▶ _Stored data entries_:
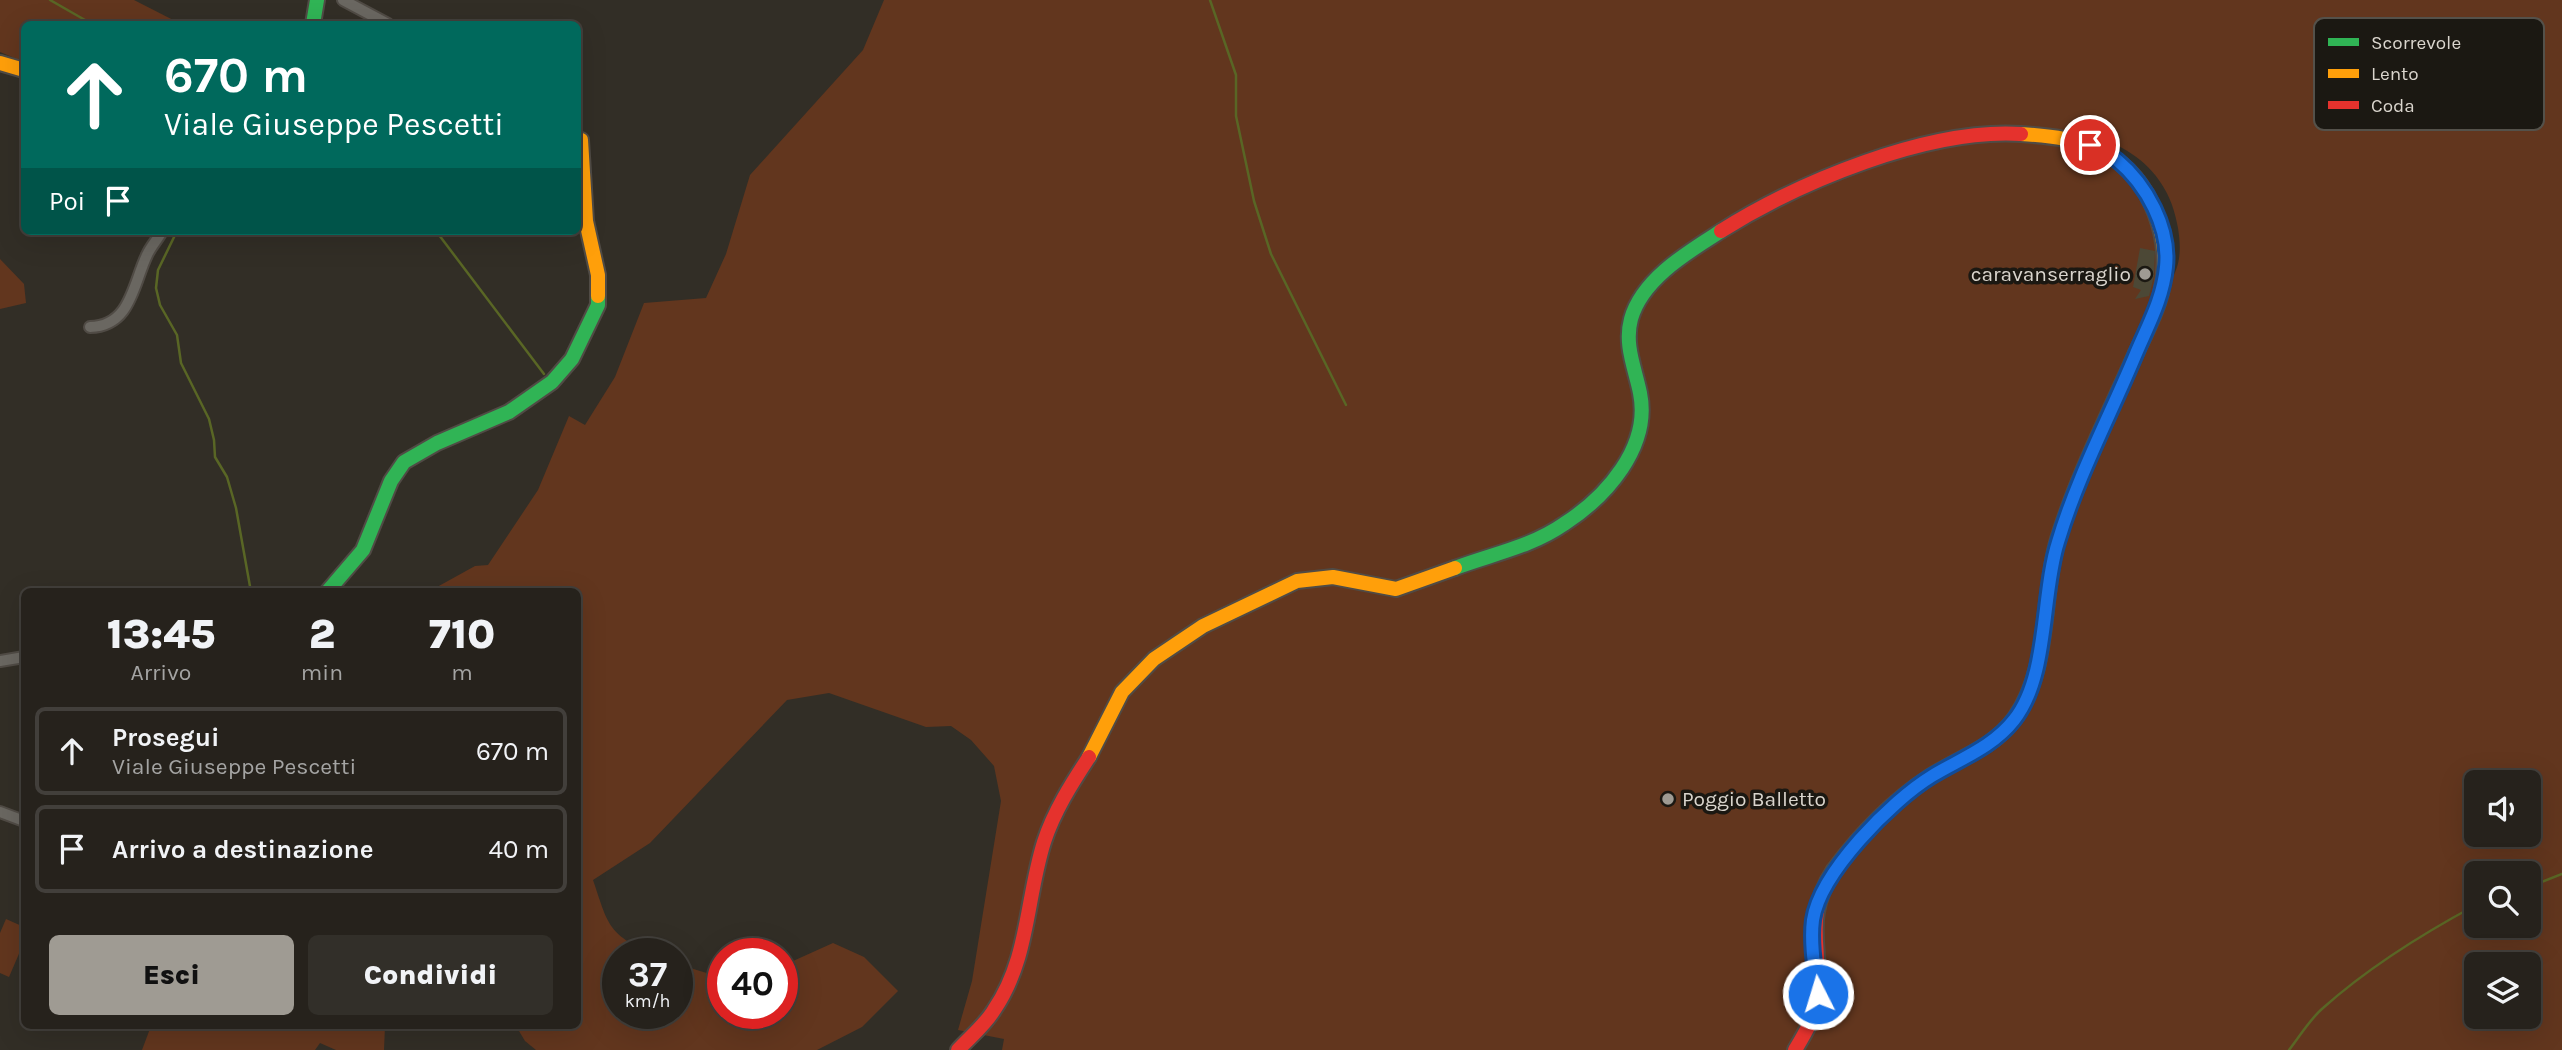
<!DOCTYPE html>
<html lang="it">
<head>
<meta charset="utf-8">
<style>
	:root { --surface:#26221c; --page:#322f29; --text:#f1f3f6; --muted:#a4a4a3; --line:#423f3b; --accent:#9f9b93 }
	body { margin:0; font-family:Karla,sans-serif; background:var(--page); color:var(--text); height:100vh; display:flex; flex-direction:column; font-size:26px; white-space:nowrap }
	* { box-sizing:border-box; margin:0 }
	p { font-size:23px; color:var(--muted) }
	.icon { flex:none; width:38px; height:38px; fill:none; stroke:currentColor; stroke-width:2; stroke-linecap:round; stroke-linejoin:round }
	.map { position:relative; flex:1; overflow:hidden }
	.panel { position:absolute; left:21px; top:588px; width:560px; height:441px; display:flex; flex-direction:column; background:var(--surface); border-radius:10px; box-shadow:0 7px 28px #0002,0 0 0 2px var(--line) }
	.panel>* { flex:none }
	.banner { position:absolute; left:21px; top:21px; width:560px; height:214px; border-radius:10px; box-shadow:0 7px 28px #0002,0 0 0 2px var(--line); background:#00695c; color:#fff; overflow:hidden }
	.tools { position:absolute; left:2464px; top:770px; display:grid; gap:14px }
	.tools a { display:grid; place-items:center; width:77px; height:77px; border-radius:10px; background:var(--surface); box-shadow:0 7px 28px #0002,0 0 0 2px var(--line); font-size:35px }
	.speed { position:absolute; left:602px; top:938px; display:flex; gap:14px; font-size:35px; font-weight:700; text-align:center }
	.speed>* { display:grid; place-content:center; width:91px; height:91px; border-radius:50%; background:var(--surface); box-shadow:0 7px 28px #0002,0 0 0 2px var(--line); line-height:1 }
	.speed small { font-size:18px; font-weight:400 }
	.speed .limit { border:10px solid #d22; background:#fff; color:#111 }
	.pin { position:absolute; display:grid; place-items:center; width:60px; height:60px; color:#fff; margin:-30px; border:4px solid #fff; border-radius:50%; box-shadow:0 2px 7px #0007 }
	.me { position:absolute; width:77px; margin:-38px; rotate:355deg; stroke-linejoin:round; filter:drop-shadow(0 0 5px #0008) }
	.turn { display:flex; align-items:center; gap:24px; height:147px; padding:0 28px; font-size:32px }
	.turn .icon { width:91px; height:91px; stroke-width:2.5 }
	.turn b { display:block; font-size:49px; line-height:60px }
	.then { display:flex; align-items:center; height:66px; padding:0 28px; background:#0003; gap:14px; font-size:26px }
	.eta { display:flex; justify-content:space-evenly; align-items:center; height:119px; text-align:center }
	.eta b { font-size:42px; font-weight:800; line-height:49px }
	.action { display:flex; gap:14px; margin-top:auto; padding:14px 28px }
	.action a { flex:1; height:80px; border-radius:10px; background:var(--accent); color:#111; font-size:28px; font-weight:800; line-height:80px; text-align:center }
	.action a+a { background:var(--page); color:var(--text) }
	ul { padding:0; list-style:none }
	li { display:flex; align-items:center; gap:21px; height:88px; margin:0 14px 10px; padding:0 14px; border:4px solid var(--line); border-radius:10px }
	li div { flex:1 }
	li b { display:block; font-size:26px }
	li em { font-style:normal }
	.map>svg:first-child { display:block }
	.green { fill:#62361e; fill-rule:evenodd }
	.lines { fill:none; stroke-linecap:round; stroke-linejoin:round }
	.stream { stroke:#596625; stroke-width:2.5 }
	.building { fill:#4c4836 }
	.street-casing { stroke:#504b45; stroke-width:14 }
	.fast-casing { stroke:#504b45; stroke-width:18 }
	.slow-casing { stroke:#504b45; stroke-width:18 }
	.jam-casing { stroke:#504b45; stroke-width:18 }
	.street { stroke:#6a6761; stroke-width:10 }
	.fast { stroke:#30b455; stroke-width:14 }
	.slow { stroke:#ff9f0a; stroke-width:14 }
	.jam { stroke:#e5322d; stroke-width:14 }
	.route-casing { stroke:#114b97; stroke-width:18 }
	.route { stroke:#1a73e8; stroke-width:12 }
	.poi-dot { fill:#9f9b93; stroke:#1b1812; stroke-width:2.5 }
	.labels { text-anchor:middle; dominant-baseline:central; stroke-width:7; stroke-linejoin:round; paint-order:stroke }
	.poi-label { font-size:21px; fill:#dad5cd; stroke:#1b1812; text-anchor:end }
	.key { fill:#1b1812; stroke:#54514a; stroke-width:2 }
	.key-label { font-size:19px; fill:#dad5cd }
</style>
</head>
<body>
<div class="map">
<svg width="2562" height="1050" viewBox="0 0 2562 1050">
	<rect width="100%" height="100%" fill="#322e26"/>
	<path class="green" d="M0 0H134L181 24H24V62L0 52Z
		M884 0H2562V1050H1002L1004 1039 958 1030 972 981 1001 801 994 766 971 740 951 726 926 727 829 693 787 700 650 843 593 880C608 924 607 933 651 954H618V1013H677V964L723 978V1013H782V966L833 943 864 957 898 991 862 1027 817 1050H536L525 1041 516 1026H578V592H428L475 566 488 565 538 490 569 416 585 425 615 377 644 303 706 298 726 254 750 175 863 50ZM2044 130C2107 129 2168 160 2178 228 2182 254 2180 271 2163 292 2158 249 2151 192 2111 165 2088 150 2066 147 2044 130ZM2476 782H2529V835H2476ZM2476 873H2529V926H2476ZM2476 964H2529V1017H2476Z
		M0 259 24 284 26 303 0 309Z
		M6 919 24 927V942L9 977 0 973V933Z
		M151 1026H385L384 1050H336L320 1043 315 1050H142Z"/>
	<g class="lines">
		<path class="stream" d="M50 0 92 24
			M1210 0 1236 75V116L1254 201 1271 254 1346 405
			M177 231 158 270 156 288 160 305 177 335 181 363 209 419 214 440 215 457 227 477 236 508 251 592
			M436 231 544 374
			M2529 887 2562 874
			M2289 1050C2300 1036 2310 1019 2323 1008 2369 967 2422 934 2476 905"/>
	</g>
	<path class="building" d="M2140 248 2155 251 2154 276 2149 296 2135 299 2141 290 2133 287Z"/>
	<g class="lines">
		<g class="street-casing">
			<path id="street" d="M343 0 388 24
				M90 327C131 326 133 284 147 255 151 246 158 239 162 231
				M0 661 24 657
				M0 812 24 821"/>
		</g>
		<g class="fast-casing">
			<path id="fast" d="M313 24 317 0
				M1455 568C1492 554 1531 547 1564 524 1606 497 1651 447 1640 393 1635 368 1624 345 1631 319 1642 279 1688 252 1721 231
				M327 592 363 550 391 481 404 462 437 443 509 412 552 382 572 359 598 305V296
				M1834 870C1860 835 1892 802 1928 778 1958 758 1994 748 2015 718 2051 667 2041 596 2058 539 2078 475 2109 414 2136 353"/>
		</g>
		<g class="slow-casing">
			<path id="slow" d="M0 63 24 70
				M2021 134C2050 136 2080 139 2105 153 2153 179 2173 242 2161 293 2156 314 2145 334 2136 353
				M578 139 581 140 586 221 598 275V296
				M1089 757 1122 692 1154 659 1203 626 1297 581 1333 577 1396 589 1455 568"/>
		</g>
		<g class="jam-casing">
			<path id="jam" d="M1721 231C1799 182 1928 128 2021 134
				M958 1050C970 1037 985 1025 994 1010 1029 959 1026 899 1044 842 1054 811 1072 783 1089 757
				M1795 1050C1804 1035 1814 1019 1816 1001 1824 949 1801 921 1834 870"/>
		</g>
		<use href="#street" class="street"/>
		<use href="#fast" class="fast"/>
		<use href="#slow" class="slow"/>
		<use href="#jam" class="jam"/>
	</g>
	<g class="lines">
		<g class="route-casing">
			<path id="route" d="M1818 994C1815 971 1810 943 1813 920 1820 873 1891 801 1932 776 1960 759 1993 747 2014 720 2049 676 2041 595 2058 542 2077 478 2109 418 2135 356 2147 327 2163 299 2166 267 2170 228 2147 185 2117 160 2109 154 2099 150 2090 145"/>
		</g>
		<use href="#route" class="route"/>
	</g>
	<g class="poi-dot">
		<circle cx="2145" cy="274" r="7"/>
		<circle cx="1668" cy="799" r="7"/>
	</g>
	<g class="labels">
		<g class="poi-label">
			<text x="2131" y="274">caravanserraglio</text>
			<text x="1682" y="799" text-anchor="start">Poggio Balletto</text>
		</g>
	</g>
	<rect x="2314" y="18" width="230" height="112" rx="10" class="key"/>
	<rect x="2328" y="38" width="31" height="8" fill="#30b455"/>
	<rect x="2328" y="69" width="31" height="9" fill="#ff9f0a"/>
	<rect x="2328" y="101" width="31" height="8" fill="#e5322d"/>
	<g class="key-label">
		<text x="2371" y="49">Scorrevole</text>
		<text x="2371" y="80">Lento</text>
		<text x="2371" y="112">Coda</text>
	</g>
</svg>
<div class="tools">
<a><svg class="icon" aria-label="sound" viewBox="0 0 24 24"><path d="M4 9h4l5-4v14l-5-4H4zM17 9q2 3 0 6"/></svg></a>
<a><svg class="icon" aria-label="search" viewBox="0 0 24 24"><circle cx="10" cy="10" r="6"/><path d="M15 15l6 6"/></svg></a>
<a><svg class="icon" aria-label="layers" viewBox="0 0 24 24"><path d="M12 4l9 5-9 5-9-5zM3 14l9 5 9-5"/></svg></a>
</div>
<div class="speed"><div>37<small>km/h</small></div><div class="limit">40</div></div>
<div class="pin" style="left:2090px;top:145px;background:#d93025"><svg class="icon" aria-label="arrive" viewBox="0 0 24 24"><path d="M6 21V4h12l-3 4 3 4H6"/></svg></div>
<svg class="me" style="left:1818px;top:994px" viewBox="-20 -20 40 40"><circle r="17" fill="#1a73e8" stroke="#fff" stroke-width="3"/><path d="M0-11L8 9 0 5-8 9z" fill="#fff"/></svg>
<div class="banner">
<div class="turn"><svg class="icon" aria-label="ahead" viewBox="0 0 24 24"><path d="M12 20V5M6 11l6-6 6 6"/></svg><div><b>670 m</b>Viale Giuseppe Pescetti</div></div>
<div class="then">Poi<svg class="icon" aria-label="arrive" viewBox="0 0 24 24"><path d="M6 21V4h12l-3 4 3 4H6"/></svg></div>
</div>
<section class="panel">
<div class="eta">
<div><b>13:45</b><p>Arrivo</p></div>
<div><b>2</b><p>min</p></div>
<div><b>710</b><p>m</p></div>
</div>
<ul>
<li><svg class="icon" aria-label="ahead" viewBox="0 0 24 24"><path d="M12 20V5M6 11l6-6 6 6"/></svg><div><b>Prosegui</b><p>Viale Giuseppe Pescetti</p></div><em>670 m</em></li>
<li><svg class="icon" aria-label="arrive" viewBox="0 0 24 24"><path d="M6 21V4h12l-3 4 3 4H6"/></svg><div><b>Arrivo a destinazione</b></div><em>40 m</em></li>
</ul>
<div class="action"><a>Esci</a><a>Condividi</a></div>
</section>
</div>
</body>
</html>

▶ _Problem statement_: Every line in the data that holds the string "then" should be copied.

▶ _Response area_:
	.then { display:flex; align-items:center; height:66px; padding:0 28px; background:#0003; gap:14px; font-size:26px }
<div class="then">Poi<svg class="icon" aria-label="arrive" viewBox="0 0 24 24"><path d="M6 21V4h12l-3 4 3 4H6"/></svg></div>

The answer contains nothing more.